Coupling of energy intake and energy expenditure across a temperature spectrum: impact of diet-induced obesity in mice

Kikumi D. Ono-Moore, Jennifer M. Rutkowsky, Nicole A. Pearson, D. Keith Williams, Justin L. Grobe, Todd Tolentino, K. C. Kent Lloyd, Sean H. Adams

Research output: Contribution to journalArticlepeer-review

1 Scopus citations


Obesity and its metabolic sequelae are implicated in dysfunction of the somatosensory, sympathetic, and hypothalamic systems. Because these systems contribute to integrative regulation of energy expenditure (EE) and energy intake (EI) in response to ambient temperature (Ta) changes, we hypothesized that diet-induced obesity (DIO) disrupts Ta-associated EE-EI coupling. C57BL/6N male mice were fed a high-fat diet (HFD; 45% kcal) or low-fat diet (LFD; 10% kcal) for ~9.5 wk; HFD mice were then split into body weight (BWT) quartiles (n 8 each) to study DIO-low gainers (Q1) versus -high gainers (Q4). EI and indirect calorimetry (IC) were measured over 3 days each at 10°C, 20°C, and 30°C. Responses did not differ between LFD, Q1, and Q4; EI and BWT-adjusted EE increased rapidly when transitioning toward 20°C and 10°C. In all groups, EI at 30°C was not reduced despite lower EE, resulting in positive energy balance and respiratory exchange ratios consistent with increased de novo lipogenesis, energy storage, and relative hyperphagia. We conclude that 1) systems controlling Ta-dependent acute EI/EE coupling remained intact in obese mice and 2) rapid coupling of EI/EE at cooler temperatures is an important adaptation to maintain energy stores and defend body temperature, but less critical at thermoneutrality. A post hoc analysis using digestible EI plus IC-calculated EE suggests that standard IC assumptions for EE calculation require further validation in the setting of DIO. The experimental paradigm provides a platform to query the hypothalamic, somatosensory, and sympathetic mechanisms that drive Ta-associated EI/EE coupling.

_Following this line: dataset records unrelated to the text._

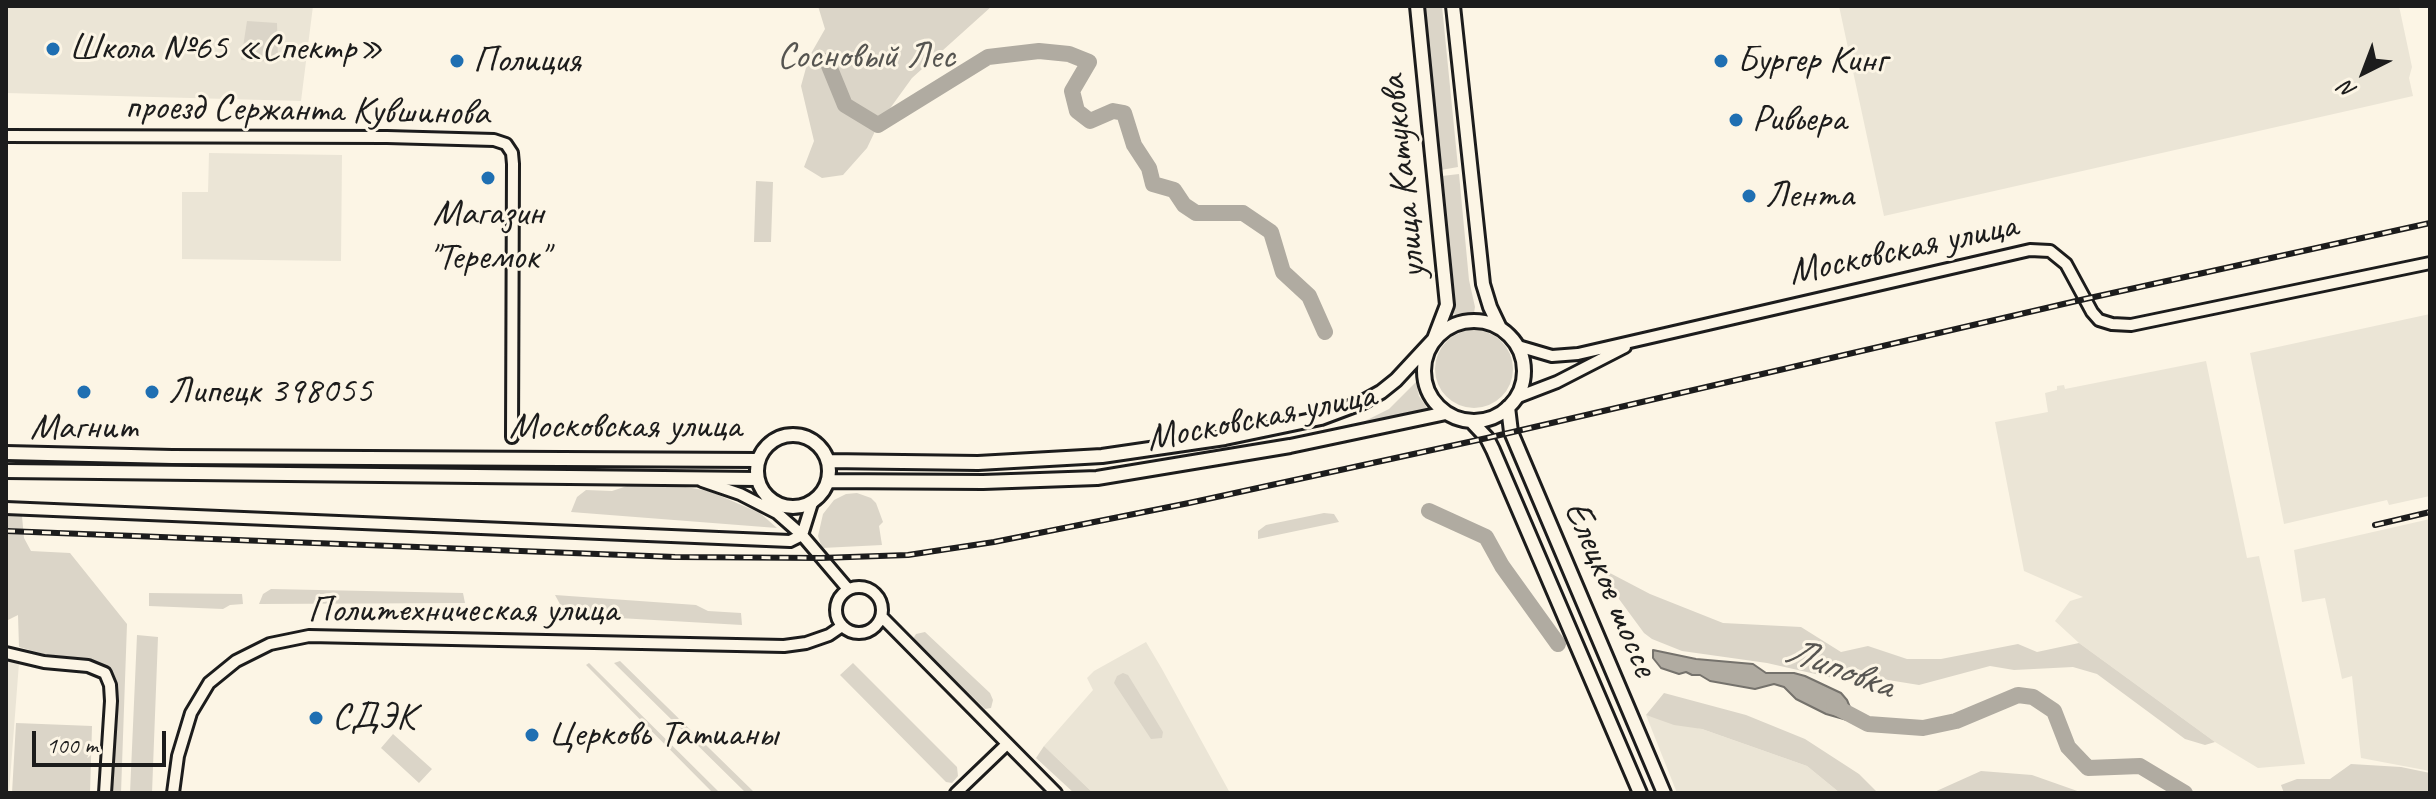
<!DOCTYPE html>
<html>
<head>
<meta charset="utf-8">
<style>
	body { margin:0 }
	#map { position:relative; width:2436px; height:799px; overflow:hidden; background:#fcf5e5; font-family:Caveat,sans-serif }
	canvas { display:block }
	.frame { position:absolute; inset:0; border:8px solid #1c1c1c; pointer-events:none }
	.north { position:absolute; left:2324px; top:32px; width:80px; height:80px; -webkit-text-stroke:6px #fcf5e5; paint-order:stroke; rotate:222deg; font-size:22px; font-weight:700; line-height:32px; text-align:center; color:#1c1c1c }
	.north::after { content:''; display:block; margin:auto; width:28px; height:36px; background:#1c1c1c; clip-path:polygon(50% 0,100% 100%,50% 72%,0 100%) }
	.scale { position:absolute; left:32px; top:731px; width:134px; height:36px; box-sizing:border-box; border:4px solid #1c1c1c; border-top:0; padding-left:10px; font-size:24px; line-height:28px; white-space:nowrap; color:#1c1c1c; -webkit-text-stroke:6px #fcf5e5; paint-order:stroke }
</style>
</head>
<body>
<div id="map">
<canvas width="2436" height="799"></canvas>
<div class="frame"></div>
<div class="north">N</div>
<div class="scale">100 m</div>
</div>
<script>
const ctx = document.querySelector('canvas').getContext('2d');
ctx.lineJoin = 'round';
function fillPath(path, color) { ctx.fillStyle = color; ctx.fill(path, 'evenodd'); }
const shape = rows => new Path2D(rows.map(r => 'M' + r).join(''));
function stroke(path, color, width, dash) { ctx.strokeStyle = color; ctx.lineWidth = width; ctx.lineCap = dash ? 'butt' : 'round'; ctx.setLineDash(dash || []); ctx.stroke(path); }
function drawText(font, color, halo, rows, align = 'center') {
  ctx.font = font + ' Caveat,sans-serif'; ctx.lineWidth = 6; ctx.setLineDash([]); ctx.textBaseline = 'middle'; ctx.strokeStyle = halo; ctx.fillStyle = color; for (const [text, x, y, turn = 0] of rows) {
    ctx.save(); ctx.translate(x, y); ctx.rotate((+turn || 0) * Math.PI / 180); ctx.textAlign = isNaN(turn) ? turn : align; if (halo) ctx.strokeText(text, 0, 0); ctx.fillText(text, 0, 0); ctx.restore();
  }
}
fillPath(shape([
	[6,6,313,6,301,101,6,93],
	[1839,6,2399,6,2412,67,2409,78,2413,96,1884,216],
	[209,153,342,155,341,261,182,259,182,192,208,192],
	[2430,314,2430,496,2389,505,2387,500,2284,524,2250,353],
	[2206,361,2247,558,2259,556,2305,764,2258,768,2215,742,2079,643,2055,621,2070,601,2083,597,2024,571,1995,422,2048,412,2045,393,2057,390,2057,386,2064,385,2065,389],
	[2430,519,2430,771,2361,758,2352,676,2342,679,2325,598,2302,602,2294,550],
	[1146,642,1162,669,1230,793,1093,793,1044,746,1093,690,1087,678,1094,671],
	[6,659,19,663,9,793,6,793],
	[1646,715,1702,729,1807,766,1840,793,1677,793]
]), '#ebe5d6');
fillPath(shape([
	[818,6,992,6,912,78,878,125,867,148,843,175,822,178,804,167,814,141,801,86,809,57,825,29],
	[1425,6,1442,6,1458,167,1441,170],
	[247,21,277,23,278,62,241,60],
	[1459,174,1469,280,1475,307,1474,313,1455,315,1452,311,1453,291,1442,176],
	[756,181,773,182,771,242,754,242],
	'1435 369a39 39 0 1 1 78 0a39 39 0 1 1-78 0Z',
	[1416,382,1419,396,1428,409,1355,426,1389,409],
	[633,484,680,486,709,491,760,513,777,528,571,512,577,497,586,490,612,491],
	[857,493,871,498,876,503,883,522,879,526,882,545,822,548,818,536,823,514,834,500,846,494],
	[1324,513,1334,514,1339,522,1258,539,1258,531,1266,525],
	[6,515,22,516,24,538,31,551,70,553,127,624,121,793,109,793,114,683,112,672,100,663,89,659,44,654,19,647,18,615,6,621],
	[1608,572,1650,594,1723,623,1801,627,1841,652,1868,646,1907,659,1941,659,2018,644,2037,652,2079,643,2215,742,2205,745,2185,739,2097,674,2073,667,2014,670,1990,666,1919,685,1888,680,1852,667,1833,678,1767,663,1682,651,1652,639,1644,633,1605,580],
	[271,589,463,593,465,603,259,604,263,594],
	[149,593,242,594,243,604,230,605,223,609,149,606],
	[555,595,696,605,708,611,741,613,742,625,566,615],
	[925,632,990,693,993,700,991,708,985,709,913,639,916,634],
	[137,635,158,637,152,793,130,793],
	[620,661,755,793,746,793,614,663],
	[589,663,720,793,713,793,586,665],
	[853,663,957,767,958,776,952,783,946,782,840,675],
	[1123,673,1128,675,1163,732,1162,738,1151,739,1114,683,1117,676],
	[1664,693,1746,715,1805,739,1859,774,1878,793,1840,793,1807,766,1702,729,1674,725,1646,715],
	[16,723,92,726,90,793,12,793],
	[393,734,432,769,419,783,381,748],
	[1044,746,1093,793,1074,793,1036,758],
	[2351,764,2401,767,2430,773,2430,793,2284,793,2281,785,2297,779,2330,779],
	[1981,771,2032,775,2083,793,1932,793]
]), '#dbd5c8');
const water = shape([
	[1653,650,1696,659,1753,664,1766,673,1794,673,1805,676,1841,693,1847,700,1854,717,1847,720,1826,714,1796,699,1784,687,1774,684,1755,689,1710,681,1700,675,1692,675,1686,672,1679,674,1661,668,1653,658,1653,650]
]);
fillPath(water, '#b0aba1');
stroke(water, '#75726c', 2);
stroke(shape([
	[827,61,845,105,878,125,988,57,1039,51,1069,54,1089,62,1072,91,1077,111,1090,121,1113,111,1124,113,1134,145,1149,168,1153,184,1174,190,1184,205,1196,213,1243,213,1271,232,1283,272,1309,296,1325,332],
	[1429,511,1486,537,1502,566,1558,644],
	[1834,706,1868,724,1923,728,1956,721,2018,695,2033,697,2054,711,2068,747,2088,768,2140,766,2185,793]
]), '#b0aba1', 16);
const minor = shape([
	[6,136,387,137,494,140,506,144,512,153,513,164,512,437],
	[1518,346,1552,356,1578,354,2030,250,2050,251,2066,264,2092,312,2099,320,2112,324,2131,325,2430,263],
	[1518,397,1557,382,1625,347],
	[702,481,740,494,777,513,802,535,848,589],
	[766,496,776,511],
	[6,508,790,541,802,535],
	[802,535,812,503],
	'836 610a23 23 0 1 1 46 0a23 23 0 1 1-46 0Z',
	[882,617,1056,793],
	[6,653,44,662,88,666,105,673,110,685,111,701,105,793],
	[173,793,178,756,191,713,209,683,236,661,270,644,309,636,784,646,806,643,829,635,842,626],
	[956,793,1006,745]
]);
const major = shape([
	[1453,6,1483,284,1490,307,1500,328],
	'1424 371a50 50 0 1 1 100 0a50 50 0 1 1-100 0Z',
	[1508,407,1511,432,1664,793],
	[1471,421,1487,438,1493,450,1640,793],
	'757 471a36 36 0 1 1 72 0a36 36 0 1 1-72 0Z',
	[6,453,172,457,757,460],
	[828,461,978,463,1102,456,1225,438,1321,418,1361,403,1381,392,1396,380,1434,339,1447,305,1417,6],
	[6,471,757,479],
	[828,481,983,482,1097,478,1290,446,1446,413]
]);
stroke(minor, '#1c1c1c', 16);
stroke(major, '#1c1c1c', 18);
stroke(minor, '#fcf5e5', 10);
stroke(major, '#fcf5e5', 12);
const rail = shape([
	[2375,525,2430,512],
	[6,531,675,557,821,558,908,555,994,542,1189,503,1487,438,2085,299,2430,223]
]);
stroke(rail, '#1c1c1c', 6);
stroke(rail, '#fcf5e5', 3, [9]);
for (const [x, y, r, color] of [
	[53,49,8,"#1f6fb2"],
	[457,61,8,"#1f6fb2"],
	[1721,61,8,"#1f6fb2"],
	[1736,120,8,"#1f6fb2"],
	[488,178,8,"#1f6fb2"],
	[1749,196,8,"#1f6fb2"],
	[84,392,8,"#1f6fb2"],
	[152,392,8,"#1f6fb2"],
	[316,718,8,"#1f6fb2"],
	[532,735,8,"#1f6fb2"]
]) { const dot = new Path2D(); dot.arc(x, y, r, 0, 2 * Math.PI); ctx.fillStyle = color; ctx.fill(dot); stroke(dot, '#fcf5e5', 3); }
drawText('38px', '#1c1c1c', '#fcf5e5', [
	["Школа №65 «Спектр»",69,49],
	["Полиция",473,61],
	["Бургер Кинг",1737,61],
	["Ривьера",1752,120],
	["Лента",1765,196],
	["Магазин",488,214,"center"],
	["\"Теремок\"",488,258,"center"],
	["Липецк 398055",168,392],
	["Магнит",84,428,"center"],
	["СДЭК",332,718],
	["Церковь Татианы",548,735]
], 'left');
drawText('38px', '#555450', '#fcf5e5', [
	["Сосновый Лес",866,57]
]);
drawText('38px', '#1c1c1c', '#fcf5e5', [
	["проезд Сержанта Кувшинова",307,111,1],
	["улица Катукова",1404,177,-96],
	["Московская улица",1903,250,-12],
	["Московская улица",1261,418,-11],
	["Московская улица",625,427],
	["Елецкое шоссе",1610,589,67],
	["Политехническая улица",463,611]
]);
drawText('italic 40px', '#575551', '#fcf5e5', [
	["Липовка",1839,669,20]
]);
</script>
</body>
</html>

Original languageEnglish (US)
Pages (from-to)E472-E484
JournalAmerican Journal of Physiology - Endocrinology and Metabolism
Issue number3
StatePublished - Sep 2020


  • Feed efficiency
  • Thermoneutral
  • Thermoregulation
  • TNZ
  • Weir

ASJC Scopus subject areas

  • Endocrinology, Diabetes and Metabolism
  • Physiology
  • Physiology (medical)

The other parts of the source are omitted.